Source material section start

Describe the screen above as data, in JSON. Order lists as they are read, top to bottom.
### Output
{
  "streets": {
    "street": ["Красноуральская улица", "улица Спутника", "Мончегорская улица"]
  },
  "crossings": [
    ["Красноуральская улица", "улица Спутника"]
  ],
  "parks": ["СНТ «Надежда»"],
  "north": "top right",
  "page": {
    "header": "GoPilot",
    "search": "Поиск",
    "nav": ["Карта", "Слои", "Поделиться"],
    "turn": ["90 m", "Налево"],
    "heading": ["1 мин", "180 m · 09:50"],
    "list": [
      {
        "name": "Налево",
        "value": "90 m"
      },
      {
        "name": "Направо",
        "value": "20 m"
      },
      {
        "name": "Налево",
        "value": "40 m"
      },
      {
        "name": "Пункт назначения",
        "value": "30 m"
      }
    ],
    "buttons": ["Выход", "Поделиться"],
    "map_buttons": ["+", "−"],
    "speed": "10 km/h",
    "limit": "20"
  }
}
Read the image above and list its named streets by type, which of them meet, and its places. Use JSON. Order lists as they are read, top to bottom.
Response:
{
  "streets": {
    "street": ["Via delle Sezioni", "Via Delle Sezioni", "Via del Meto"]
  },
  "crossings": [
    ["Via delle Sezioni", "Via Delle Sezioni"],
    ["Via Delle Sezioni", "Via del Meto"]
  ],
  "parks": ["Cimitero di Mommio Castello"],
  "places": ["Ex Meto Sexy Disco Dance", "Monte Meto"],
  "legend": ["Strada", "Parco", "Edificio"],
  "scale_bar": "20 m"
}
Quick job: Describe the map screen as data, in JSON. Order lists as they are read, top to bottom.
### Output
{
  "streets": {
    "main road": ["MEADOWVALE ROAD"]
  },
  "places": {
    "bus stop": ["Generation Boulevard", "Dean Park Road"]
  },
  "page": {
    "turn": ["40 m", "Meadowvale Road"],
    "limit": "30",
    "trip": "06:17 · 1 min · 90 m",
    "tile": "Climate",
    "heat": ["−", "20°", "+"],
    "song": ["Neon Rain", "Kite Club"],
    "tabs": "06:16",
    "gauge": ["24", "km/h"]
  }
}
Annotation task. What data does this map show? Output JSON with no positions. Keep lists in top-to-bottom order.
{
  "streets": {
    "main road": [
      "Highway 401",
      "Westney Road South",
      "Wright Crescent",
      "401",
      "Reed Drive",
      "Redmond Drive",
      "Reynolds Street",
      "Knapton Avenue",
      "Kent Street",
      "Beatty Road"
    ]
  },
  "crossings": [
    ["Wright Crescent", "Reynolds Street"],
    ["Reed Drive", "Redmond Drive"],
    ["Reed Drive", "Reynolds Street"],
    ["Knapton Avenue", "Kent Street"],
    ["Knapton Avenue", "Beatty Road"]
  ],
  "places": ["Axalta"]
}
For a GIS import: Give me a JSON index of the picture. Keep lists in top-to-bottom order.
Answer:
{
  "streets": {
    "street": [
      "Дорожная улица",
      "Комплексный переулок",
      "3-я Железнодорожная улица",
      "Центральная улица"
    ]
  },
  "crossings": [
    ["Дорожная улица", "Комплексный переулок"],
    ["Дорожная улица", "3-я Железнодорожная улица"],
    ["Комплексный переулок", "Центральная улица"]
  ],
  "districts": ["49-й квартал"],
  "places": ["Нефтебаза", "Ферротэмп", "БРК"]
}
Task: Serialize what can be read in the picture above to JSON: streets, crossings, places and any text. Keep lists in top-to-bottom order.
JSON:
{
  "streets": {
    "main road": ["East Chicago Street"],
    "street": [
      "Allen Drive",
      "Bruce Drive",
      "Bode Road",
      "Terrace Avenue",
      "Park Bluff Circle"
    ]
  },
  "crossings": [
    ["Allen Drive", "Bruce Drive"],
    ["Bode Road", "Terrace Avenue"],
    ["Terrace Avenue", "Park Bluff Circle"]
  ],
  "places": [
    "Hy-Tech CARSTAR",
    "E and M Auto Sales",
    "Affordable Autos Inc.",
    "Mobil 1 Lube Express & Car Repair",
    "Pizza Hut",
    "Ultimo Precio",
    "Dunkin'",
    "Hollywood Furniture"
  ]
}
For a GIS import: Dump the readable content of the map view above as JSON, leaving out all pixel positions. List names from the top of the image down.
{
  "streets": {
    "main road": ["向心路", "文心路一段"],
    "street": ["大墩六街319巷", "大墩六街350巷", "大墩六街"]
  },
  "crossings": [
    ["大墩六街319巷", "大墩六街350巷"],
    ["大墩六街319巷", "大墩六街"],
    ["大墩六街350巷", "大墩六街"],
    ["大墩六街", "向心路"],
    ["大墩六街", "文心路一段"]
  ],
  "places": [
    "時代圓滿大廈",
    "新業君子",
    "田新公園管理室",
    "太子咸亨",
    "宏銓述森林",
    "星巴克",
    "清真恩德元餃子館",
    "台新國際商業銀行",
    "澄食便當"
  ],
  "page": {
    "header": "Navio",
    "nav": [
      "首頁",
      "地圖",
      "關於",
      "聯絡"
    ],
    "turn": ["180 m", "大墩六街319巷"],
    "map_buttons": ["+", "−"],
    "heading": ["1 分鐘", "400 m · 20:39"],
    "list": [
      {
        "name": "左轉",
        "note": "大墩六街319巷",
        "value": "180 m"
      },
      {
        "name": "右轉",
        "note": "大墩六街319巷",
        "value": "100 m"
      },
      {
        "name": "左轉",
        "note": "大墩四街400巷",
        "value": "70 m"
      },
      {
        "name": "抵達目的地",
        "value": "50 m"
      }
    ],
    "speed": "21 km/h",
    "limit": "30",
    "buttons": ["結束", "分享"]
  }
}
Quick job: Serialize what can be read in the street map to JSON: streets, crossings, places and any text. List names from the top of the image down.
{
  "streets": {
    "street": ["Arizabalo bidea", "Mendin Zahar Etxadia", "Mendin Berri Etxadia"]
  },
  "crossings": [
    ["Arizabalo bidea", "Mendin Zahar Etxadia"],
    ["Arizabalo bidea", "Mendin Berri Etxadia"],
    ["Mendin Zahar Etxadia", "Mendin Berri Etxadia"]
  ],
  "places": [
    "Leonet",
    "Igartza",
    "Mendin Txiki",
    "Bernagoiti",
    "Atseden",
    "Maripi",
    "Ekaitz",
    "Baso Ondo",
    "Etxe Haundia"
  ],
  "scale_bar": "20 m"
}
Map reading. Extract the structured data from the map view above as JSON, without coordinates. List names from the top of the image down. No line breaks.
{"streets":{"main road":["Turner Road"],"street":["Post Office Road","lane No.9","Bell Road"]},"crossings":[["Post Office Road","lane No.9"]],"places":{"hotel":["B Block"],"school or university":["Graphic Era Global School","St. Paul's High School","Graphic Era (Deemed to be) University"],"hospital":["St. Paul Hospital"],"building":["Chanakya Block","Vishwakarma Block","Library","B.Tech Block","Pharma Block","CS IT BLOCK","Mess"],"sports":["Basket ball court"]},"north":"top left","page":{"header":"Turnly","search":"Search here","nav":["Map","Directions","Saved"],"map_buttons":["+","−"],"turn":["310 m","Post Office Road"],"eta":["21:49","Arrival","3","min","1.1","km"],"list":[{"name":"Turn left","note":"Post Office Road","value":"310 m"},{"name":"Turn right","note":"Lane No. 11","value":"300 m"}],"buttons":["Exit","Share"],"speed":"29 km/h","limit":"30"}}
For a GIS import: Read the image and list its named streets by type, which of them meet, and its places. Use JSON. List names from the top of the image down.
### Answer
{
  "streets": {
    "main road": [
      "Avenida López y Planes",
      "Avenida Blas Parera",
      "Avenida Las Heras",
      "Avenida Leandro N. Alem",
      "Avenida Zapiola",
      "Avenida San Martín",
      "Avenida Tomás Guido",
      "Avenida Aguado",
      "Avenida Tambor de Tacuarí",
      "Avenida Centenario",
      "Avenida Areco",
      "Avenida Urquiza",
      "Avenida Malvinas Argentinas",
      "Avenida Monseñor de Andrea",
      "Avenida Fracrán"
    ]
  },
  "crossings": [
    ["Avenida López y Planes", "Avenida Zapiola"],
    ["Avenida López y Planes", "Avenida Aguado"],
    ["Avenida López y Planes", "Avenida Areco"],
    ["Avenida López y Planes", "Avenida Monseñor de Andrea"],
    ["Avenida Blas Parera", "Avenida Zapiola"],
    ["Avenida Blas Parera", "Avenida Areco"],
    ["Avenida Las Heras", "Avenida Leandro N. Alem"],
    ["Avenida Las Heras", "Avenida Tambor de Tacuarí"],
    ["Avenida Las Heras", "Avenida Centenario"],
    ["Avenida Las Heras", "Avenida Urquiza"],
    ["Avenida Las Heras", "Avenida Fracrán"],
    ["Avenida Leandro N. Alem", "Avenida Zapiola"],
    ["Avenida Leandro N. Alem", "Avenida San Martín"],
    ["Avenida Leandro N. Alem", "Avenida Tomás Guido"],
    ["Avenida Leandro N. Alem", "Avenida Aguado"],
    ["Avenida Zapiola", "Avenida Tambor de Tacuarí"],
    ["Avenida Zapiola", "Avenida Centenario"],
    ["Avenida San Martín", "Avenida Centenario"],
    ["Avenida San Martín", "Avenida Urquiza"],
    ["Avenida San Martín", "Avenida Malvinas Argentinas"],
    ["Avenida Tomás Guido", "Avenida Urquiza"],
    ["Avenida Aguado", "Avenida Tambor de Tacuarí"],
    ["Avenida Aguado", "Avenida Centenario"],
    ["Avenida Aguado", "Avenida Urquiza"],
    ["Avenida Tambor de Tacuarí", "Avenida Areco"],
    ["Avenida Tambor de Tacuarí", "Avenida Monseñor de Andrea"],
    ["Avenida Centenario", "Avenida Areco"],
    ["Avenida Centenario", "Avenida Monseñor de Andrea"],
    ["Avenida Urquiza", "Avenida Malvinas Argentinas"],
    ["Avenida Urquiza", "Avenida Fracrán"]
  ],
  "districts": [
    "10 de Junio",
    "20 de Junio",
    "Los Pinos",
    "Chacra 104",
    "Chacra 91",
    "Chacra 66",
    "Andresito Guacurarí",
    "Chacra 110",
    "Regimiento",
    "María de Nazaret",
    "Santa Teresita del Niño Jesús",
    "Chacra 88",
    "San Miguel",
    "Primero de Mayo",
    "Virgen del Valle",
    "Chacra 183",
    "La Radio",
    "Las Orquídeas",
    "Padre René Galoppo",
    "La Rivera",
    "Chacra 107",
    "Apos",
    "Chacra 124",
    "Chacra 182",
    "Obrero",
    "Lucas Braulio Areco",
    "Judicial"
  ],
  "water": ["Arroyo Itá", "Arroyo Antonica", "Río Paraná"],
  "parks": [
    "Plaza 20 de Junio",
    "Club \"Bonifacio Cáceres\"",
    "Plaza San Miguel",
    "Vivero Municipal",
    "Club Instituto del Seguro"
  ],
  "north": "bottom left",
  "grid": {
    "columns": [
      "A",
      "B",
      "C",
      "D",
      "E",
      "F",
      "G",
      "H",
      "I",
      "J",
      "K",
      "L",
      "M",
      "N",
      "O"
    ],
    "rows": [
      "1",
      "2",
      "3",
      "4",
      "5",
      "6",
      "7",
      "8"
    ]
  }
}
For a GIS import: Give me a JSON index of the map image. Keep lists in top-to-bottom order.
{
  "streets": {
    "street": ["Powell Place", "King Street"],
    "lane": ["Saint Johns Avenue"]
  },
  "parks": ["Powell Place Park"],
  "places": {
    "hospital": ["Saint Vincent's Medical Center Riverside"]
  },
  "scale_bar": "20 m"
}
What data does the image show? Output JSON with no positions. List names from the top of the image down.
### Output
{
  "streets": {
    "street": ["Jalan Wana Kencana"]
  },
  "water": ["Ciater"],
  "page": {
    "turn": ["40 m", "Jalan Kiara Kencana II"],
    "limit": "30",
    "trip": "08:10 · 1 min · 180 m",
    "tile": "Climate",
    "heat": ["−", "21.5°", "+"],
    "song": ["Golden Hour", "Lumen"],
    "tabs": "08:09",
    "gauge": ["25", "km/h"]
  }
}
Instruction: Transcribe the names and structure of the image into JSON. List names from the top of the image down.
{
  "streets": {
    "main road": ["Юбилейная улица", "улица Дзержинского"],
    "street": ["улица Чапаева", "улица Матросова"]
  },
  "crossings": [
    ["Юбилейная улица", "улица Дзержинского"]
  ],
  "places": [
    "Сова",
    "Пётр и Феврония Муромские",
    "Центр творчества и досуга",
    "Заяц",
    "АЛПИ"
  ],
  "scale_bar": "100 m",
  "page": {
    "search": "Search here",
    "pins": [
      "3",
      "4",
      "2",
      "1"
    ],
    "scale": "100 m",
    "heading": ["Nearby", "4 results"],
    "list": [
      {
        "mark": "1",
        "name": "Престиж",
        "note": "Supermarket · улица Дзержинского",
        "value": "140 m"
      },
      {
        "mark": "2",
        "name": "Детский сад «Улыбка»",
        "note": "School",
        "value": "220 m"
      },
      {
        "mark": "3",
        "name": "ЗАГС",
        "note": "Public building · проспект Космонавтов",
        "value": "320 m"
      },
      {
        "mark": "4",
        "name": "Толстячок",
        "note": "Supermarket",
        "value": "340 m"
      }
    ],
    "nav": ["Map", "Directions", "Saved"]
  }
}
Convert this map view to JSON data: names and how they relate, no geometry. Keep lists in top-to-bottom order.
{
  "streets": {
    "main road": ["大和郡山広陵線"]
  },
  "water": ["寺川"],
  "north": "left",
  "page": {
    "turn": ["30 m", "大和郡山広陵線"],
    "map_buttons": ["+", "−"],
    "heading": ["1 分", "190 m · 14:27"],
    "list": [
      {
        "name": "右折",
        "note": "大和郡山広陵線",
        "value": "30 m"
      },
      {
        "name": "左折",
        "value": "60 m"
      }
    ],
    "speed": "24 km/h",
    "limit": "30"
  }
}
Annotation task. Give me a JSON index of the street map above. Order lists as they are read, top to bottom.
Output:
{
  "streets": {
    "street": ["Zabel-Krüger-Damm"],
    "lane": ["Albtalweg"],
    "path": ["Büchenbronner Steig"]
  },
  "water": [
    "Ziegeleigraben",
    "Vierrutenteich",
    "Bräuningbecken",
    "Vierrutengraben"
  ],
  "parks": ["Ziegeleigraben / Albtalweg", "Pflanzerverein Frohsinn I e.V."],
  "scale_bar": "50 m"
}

Source material section end

Task objective: Search the entries above for the word "Юбилейная", and copy every line where it occurs.

Exercise result:
    "main road": ["Юбилейная улица", "улица Дзержинского"],
    ["Юбилейная улица", "улица Дзержинского"]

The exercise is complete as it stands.